The correct approach involves a CreateOrUpdate pattern, often implemented by first attempting to Get the resource. If it's not found (errors.IsNotFound(err)), you Create it. If it is found, you compare its spec with the desired spec and Update if necessary. This ensures that repeated reconciliations don't cause errors or unintended side effects.

While idempotency during creation and updates is a well-understood problem, the real challenge arises during deletion, especially for stateful applications. A simple kubectl delete my-crd triggers a garbage collection cascade, but Kubernetes has no native concept of the complex, ordered teardown a stateful service requires. This is where finalizers become the critical tool for building truly robust operators.

The Stateful Deletion Challenge: A Case Study with `ShardDB`

Let's consider a practical, complex scenario.
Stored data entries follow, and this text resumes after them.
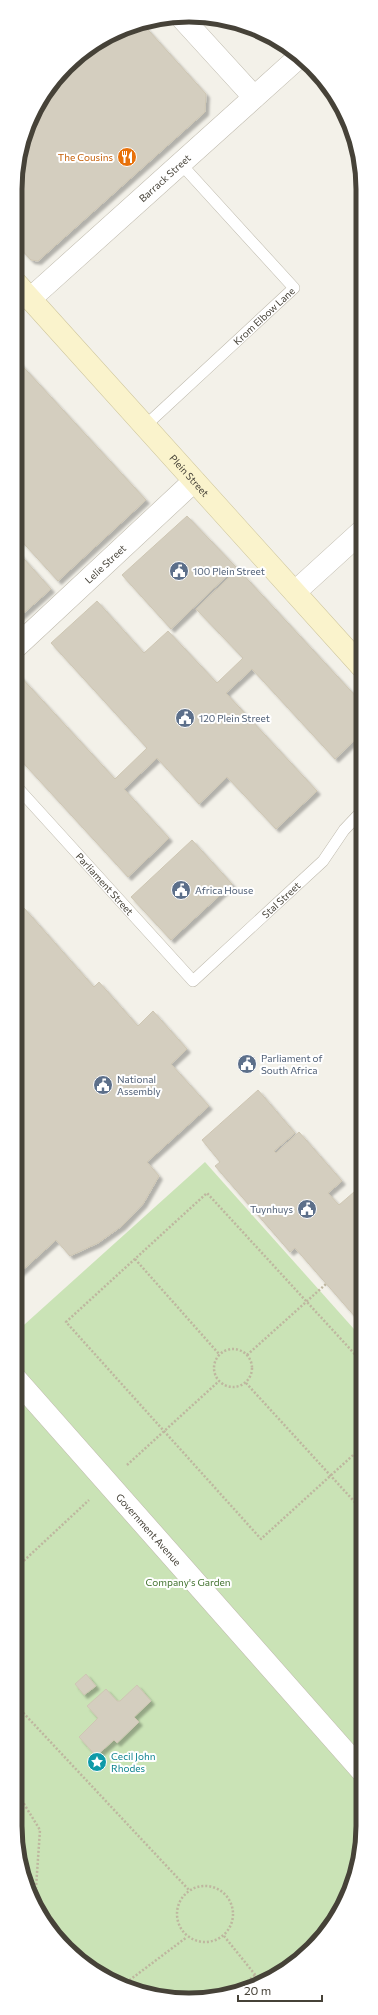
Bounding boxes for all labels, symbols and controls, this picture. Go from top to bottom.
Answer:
restaurant icon: The Cousins [116,146,138,168]
place label: The Cousins [58,151,113,163]
street label: Barrack Street [136,152,193,204]
street label: Krom Elbow Lane [231,285,297,347]
street label: Plein Street [167,452,211,499]
street label: Lelie Street [82,542,128,586]
public building icon: 100 Plein Street [168,560,190,582]
place label: 100 Plein Street [193,565,265,577]
public building icon: 120 Plein Street [174,707,196,729]
place label: 120 Plein Street [199,712,270,724]
street label: Parliament Street [73,850,136,917]
public building icon: Africa House [170,879,192,901]
street label: Stal Street [259,879,303,920]
place label: Africa House [195,884,253,896]
place label: Parliament of South Africa [261,1052,322,1076]
public building icon: Parliament of South Africa [236,1053,258,1075]
place label: National Assembly [117,1073,161,1097]
public building icon: National Assembly [92,1074,114,1096]
public building icon: Tuynhuys [296,1198,318,1220]
place label: Tuynhuys [250,1203,293,1215]
street label: Government Avenue [114,1491,184,1568]
park label: Company's Garden [145,1576,231,1588]
place label: Cecil John Rhodes [111,1750,155,1774]
place icon: Cecil John Rhodes [86,1751,108,1773]
scale bar [238,1977,322,2003]
text: 20 m [244,1983,271,1997]

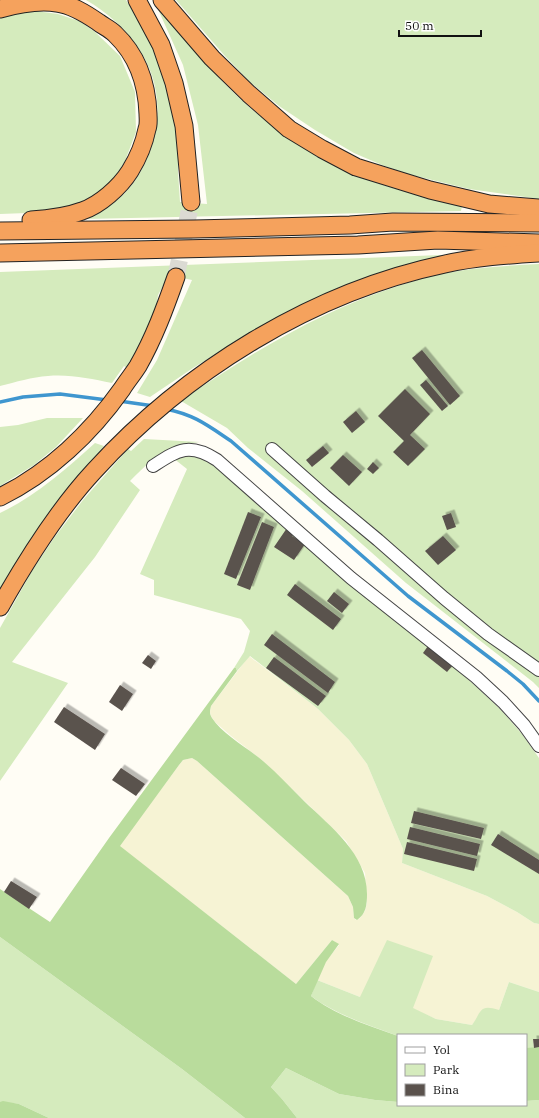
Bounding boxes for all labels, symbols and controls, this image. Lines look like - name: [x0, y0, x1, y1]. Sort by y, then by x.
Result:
- scale bar: [399, 12, 481, 38]
- text: 50 m: [405, 18, 434, 33]
- legend: [397, 1034, 527, 1106]
- text: Yol: [433, 1042, 451, 1057]
- text: Park: [433, 1062, 459, 1077]
- text: Bina: [433, 1082, 459, 1097]

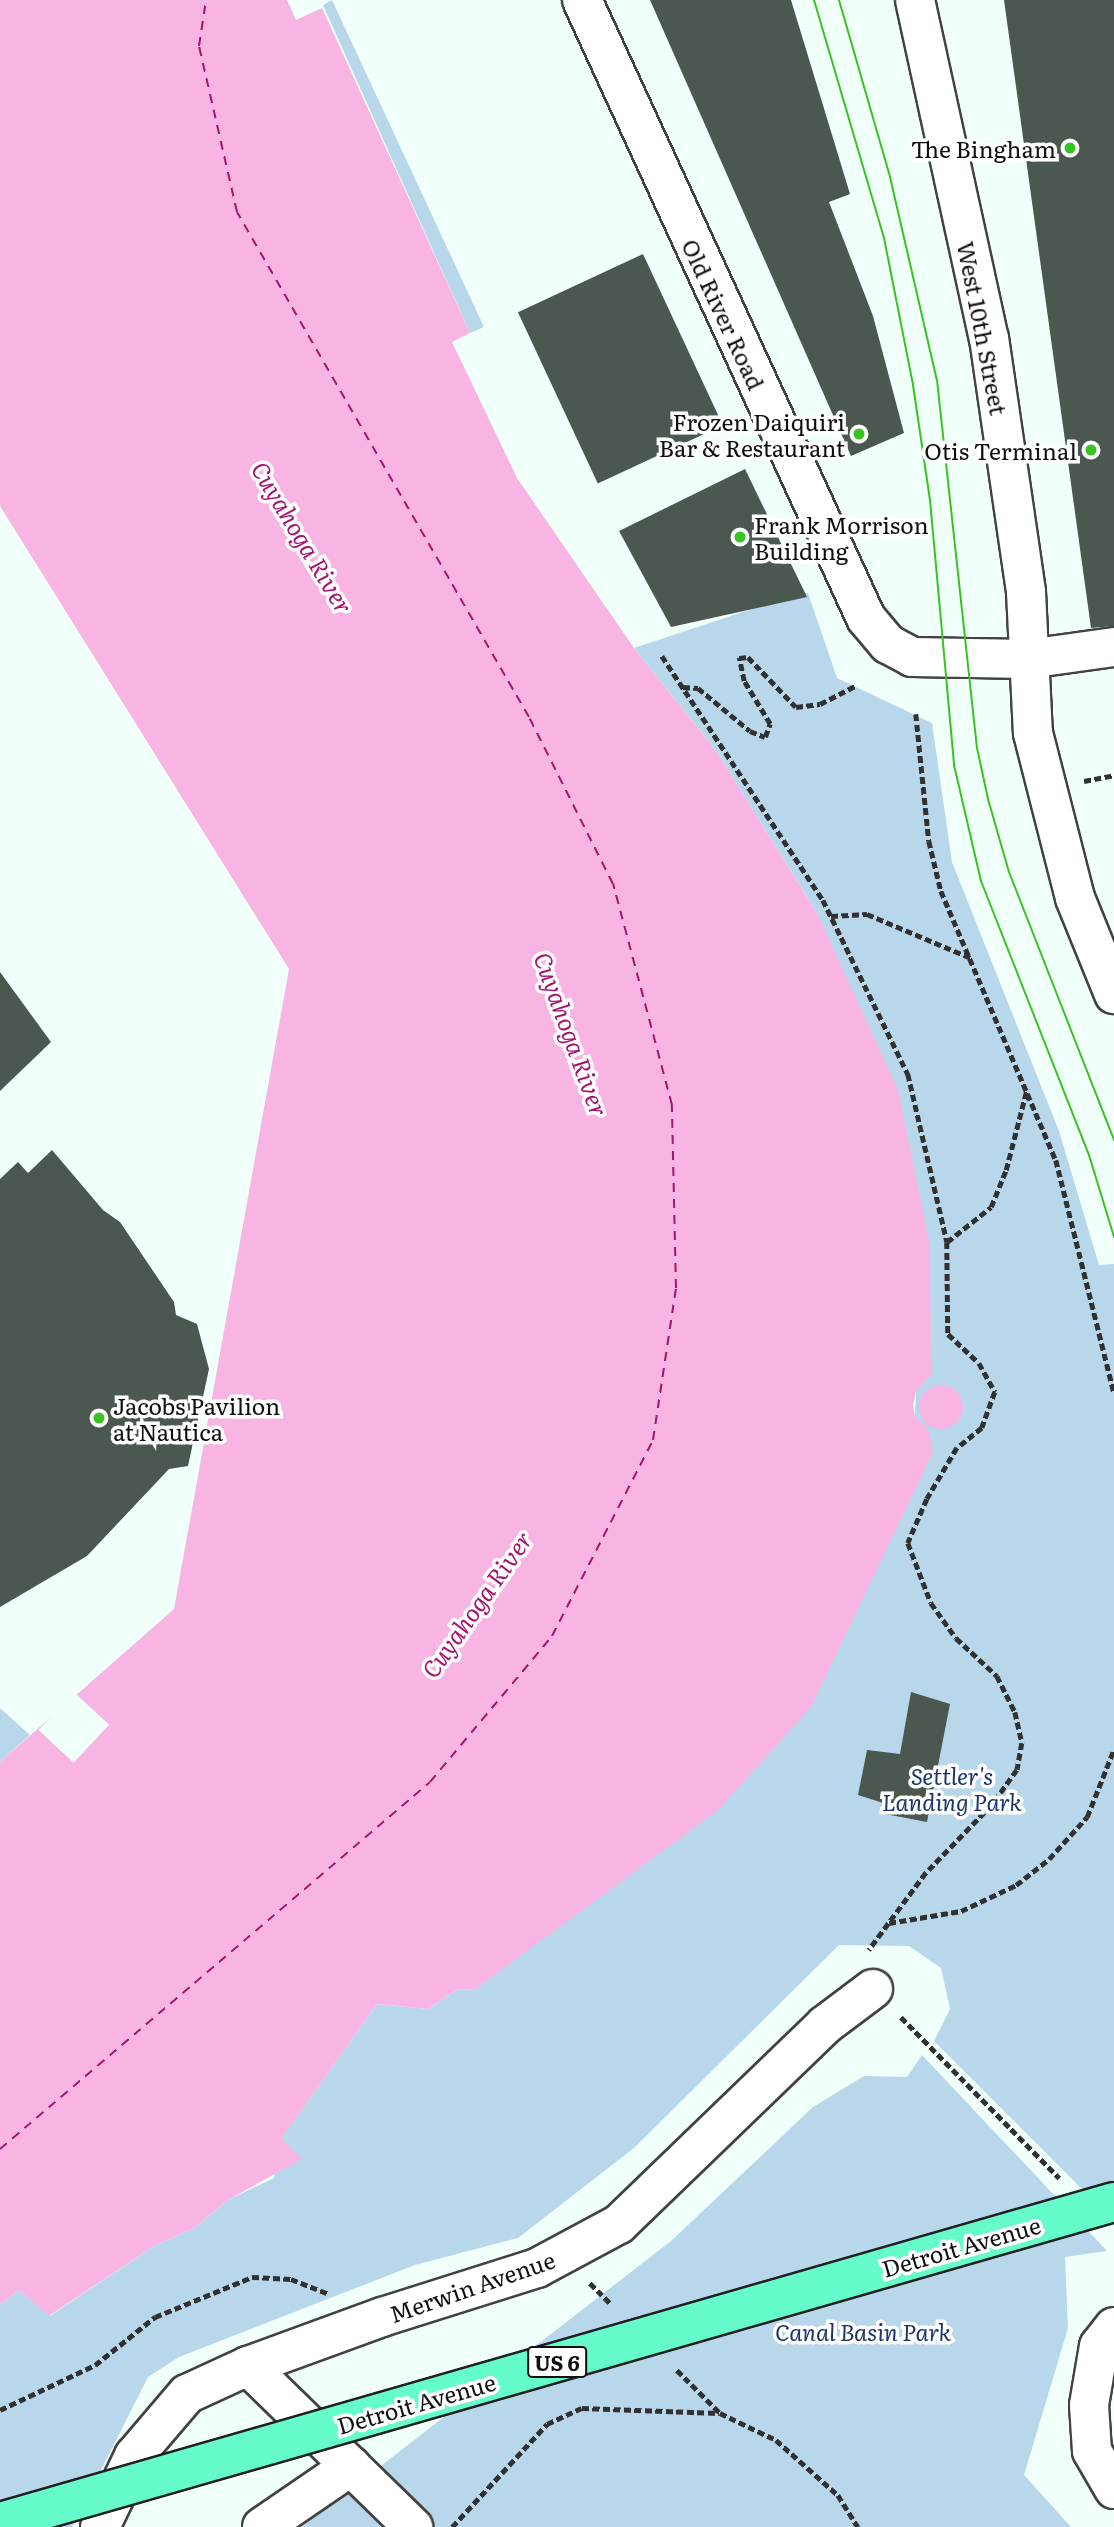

We're building an operator to manage ShardDB, a custom sharded database. Each ShardDB instance consists of a StatefulSet with PersistentVolumeClaims (PVCs) for data storage. Critically, our database has an off-cluster dependency: a cloud backup service where all data must be archived before the infrastructure is decommissioned to prevent data loss.

The ShardDB Custom Resource Definition (CRD) might look like this:

yaml

apiVersion: apiextensions.k8s.io/v1
kind: CustomResourceDefinition
metadata:
  name: sharddbs.db.example.com
spec:
  group: db.example.com
  names:
    kind: ShardDB
    plural: sharddbs
    singular: sharddb
  scope: Namespaced
  versions:
  - name: v1alpha1
    schema:
      openAPIV3Schema:
        type: object
        properties:
          spec:
            type: object
            properties:
              replicas:
                type: integer
                minimum: 1
              storageClassName:
                type: string
              backupServiceURL:
                type: string
          status:
            type: object
            properties:
              phase:
                type: string
              conditions:
                type: array
                items: # ... standard condition types
    served: true
    storage: true

When a user issues kubectl delete sharddb my-database, the desired teardown sequence is:

Block Deletion: The ShardDB object should not be immediately removed from the API server.

Trigger Backup: The operator must call the external backupServiceURL to initiate a final, complete backup of the data on the PVCs.

Wait for Confirmation: The operator must wait for the backup service to confirm the archival was successful.

Delete StatefulSet: Once the data is secure, the operator can safely delete the StatefulSet, which terminates the database pods.

Delete PVCs: After the pods are gone, the underlying persistent volumes can be released by deleting the PVCs.

Allow Deletion: Only after all these steps are complete can the ShardDB object be removed from the API server.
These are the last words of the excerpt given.